In summary, during the temperature accelerated aging test, the reverse recovery characteristic and gate characteristic exhibit obvious and consistent degradation.
Voltage acceleratedageingtest
The voltage accelerated ageing test adopted a sine voltage wave equal to 1.06 UD/Ur, where UD is the rated forward voltage and Ur is the rated reverse voltage. The testing time was 1000 hours, and the test was suspended every 100 hours to measure the electrical characteristics. To protect the test platform, if the leakage current of the thyristors was greater than 220 mA, the test automatically stopped.
Six thyristors were tested. Two of them failed at the early stage. The other thyristors did not fail until the test finished. The four key electrical characteristics were obtained as follows.
Reverse recovery characteristic
The reverse recovery charge and reverse recovery time have no obvious change trend during the test, as shown in Fig. 5. The reverse recovery characteristic mainly reflects the speed of carrier dissipation in the chip under the same external circuit and test conditions.
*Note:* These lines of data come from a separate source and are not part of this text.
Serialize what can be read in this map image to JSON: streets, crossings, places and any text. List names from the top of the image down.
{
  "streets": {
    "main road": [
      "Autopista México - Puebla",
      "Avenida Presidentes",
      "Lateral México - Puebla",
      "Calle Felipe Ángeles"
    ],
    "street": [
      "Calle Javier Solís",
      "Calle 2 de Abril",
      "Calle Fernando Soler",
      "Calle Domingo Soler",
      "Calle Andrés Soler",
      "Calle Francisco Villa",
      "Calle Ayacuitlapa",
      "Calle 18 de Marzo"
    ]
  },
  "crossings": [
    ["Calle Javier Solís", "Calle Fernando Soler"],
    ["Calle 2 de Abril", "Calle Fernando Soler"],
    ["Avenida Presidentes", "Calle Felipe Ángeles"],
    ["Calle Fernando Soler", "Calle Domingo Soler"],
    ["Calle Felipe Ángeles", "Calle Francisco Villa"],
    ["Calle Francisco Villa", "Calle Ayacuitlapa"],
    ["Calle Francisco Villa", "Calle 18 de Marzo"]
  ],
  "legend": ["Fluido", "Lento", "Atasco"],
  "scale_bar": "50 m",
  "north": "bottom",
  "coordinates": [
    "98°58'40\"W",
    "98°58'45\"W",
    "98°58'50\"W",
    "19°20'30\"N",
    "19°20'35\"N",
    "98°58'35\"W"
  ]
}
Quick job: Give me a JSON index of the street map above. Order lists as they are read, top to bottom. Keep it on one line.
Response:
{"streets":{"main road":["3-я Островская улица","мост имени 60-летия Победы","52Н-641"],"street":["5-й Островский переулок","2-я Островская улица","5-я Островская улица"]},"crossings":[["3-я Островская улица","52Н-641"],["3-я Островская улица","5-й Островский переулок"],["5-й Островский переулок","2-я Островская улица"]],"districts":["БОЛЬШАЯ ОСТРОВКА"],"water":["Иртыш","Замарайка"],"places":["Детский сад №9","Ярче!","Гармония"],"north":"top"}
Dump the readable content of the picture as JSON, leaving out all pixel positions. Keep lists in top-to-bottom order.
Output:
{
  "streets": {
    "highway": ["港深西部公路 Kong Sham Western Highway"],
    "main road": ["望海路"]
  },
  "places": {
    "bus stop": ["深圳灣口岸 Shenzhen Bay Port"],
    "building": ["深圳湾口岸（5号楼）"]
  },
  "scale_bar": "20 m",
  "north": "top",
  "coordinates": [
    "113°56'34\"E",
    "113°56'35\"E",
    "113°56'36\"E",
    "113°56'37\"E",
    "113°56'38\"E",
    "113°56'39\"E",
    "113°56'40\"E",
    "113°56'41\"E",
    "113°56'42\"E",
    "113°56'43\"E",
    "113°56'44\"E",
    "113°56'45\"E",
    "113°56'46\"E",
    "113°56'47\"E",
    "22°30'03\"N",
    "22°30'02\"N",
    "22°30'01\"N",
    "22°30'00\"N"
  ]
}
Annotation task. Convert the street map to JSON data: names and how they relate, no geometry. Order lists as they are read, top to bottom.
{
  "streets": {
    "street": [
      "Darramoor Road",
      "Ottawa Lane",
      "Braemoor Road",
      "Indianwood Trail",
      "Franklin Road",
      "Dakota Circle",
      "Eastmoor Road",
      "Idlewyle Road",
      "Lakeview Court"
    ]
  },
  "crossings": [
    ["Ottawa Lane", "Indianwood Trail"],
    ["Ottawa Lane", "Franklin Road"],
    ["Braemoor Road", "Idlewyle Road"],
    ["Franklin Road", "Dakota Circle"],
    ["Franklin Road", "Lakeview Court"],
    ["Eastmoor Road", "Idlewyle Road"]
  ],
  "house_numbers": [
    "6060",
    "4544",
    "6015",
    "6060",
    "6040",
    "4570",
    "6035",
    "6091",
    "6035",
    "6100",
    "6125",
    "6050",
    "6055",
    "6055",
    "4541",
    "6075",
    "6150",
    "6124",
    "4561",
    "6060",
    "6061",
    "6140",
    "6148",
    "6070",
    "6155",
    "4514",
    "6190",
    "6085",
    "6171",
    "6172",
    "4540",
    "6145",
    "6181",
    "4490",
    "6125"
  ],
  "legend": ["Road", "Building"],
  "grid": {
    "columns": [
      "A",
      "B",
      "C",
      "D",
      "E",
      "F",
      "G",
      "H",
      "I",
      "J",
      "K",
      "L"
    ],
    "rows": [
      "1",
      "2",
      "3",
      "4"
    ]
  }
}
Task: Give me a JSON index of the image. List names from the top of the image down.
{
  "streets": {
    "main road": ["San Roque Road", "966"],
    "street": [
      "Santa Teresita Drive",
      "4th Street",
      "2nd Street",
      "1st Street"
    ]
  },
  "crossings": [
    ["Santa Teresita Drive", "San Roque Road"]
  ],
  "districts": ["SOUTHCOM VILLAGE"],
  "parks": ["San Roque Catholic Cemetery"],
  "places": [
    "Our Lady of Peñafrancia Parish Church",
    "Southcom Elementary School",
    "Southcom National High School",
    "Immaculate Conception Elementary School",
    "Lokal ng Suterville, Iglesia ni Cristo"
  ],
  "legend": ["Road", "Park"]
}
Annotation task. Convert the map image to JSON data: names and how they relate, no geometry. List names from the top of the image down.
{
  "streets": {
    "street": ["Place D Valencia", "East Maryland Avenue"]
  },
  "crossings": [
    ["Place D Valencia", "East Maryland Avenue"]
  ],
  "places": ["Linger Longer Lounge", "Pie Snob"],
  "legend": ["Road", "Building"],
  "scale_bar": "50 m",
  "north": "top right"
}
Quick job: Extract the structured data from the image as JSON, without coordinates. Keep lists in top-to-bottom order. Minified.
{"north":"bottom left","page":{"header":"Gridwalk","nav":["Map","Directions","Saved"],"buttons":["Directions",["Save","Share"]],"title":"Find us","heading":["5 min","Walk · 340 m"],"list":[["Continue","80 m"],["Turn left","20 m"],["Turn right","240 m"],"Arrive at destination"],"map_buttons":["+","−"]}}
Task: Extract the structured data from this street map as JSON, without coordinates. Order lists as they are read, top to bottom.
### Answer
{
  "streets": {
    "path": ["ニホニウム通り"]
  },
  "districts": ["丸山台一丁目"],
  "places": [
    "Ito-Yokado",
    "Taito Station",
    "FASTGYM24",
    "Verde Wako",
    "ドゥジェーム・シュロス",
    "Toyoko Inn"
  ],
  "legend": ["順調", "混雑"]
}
It is related to the doping, structure and defects in the chip. However, under blocking voltage stress, the thyristor does not turn on or turn off. Therefore, the stress has little influence on the carrier dissipation inside the chip, which may not change the reverse recovery characteristic.
On-state characteristic
The on-state voltage of the thyristor has no obvious change trend, and there is no obvious change before failure, as shown in Fig. 6. Because the chip does not turn on or turn off during the test process, there is almost no impact on the on-state characteristic of the thyristors.
Blocking characteristic
The forward leakage current Id significantly increases, by approximately 16.8% on average, during the test, as shown in Fig. 7, while the reverse leakage current Ir exhibits no obvious change. The leakage current also increases, and the blocking voltage decreases before device failure. Therefore, the voltage stress has an important influence on the blocking characteristic.
Gate characteristic
Fig. 8 shows that the gate trigger voltage and gate trigger current of the thyristors have no obvious change trend. Therefore, the voltage stress can be considered to have little influence on the gate trigger characteristic of the thyristors.
In summary, during the voltage accelerated aging test, the blocking characteristic exhibits obvious degradation, especially the forward leakage current. In addition, note that voltage and temperature stresses on thyristors always accompany each other at the same time in the actual operation of HVDC transmission systems.